**EXERCISE AIM:**
Locate the string "content" in the listing below. Copy every line where it is found.
* * * * * * * * *
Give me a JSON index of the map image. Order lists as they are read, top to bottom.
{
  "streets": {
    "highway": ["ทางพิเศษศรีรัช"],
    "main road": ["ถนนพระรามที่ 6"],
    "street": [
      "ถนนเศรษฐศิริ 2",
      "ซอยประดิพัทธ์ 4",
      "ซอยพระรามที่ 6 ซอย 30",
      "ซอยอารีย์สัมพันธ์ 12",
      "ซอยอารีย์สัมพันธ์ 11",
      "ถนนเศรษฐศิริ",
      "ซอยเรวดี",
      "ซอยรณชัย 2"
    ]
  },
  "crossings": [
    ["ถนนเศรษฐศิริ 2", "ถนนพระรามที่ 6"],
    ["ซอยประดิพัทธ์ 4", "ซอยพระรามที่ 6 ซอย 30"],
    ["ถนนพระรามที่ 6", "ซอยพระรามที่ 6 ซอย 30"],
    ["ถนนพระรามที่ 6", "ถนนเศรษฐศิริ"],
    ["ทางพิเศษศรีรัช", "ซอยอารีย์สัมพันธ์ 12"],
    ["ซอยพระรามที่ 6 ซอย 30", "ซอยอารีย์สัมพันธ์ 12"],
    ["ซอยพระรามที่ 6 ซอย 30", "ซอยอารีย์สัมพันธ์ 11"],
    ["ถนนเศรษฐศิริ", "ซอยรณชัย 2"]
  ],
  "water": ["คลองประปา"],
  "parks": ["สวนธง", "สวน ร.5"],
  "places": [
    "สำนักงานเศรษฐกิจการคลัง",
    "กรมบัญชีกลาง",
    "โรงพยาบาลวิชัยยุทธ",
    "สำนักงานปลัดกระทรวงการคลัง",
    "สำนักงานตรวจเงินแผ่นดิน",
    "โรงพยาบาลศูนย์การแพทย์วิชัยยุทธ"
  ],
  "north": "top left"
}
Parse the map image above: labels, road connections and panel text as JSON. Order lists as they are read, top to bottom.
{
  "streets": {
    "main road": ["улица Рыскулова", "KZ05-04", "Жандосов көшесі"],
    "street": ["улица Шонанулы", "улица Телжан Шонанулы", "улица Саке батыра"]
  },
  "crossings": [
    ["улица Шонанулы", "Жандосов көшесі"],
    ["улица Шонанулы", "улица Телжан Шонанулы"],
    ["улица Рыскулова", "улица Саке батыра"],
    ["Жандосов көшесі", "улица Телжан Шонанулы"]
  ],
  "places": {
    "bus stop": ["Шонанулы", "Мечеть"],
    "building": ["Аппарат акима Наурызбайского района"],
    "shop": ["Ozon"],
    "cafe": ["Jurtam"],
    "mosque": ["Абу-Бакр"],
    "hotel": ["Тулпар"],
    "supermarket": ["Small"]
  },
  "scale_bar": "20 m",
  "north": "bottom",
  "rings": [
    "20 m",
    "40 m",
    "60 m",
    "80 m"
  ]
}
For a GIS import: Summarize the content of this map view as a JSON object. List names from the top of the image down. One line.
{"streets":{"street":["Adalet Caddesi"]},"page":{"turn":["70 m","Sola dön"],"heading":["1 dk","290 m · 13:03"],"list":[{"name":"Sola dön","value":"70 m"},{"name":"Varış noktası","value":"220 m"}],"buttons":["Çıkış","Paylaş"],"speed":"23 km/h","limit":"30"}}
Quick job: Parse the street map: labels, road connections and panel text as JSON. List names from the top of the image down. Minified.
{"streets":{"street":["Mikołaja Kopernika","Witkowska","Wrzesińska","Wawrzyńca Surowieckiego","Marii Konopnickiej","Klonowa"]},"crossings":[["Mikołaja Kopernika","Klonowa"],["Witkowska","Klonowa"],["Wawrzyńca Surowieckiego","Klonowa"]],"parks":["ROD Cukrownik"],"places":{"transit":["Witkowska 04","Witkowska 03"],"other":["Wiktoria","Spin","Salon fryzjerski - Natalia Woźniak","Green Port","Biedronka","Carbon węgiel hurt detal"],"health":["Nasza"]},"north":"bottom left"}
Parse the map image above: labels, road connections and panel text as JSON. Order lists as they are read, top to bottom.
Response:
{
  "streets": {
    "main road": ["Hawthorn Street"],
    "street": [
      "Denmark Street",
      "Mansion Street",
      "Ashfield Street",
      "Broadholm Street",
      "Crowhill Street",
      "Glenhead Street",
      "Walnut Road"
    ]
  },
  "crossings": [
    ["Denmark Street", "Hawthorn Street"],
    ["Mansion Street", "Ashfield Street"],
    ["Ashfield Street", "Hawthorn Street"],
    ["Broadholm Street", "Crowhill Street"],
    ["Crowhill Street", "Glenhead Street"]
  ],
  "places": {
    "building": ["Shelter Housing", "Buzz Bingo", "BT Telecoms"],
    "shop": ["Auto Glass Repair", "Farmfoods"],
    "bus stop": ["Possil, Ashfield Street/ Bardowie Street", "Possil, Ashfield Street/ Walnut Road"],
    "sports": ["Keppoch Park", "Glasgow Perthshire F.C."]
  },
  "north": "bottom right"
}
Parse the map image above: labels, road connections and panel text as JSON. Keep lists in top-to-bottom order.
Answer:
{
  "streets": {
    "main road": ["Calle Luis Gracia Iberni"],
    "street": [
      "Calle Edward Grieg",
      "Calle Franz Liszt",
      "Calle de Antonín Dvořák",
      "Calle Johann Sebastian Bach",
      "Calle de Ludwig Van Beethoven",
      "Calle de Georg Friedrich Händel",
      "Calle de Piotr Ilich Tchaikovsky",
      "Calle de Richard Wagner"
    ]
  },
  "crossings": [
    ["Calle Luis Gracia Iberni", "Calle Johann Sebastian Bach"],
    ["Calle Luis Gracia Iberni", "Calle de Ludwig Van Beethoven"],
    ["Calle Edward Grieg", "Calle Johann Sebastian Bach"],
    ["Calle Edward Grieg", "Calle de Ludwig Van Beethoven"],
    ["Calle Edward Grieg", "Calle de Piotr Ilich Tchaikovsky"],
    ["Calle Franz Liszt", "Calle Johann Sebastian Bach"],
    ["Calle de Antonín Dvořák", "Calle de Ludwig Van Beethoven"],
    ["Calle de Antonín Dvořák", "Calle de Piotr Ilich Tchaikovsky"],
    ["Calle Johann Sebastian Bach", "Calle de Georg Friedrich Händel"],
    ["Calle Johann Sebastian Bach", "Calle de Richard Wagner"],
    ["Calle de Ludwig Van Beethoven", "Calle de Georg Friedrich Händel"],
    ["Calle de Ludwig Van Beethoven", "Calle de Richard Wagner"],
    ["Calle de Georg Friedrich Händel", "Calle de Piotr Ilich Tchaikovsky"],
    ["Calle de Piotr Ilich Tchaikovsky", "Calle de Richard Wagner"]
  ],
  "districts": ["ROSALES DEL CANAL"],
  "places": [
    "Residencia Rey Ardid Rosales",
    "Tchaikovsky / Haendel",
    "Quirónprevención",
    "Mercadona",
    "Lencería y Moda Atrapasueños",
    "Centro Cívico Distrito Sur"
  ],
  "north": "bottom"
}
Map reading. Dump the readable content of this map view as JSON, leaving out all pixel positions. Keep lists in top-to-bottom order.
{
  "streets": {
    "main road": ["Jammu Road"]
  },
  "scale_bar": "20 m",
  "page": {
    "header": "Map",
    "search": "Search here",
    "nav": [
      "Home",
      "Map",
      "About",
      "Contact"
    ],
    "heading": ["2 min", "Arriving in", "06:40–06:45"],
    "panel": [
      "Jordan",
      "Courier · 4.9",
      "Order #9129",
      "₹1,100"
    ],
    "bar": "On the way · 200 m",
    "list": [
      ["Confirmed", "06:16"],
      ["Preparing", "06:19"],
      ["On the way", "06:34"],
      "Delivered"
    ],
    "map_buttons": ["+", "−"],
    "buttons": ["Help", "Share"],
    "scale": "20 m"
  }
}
* * * * * * * * *
**TASK OUTPUT:**
For a GIS import: Summarize the content of this map view as a JSON object. List names from the top of the image down. One line.
Map reading. Dump the readable content of this map view as JSON, leaving out all pixel positions. Keep lists in top-to-bottom order.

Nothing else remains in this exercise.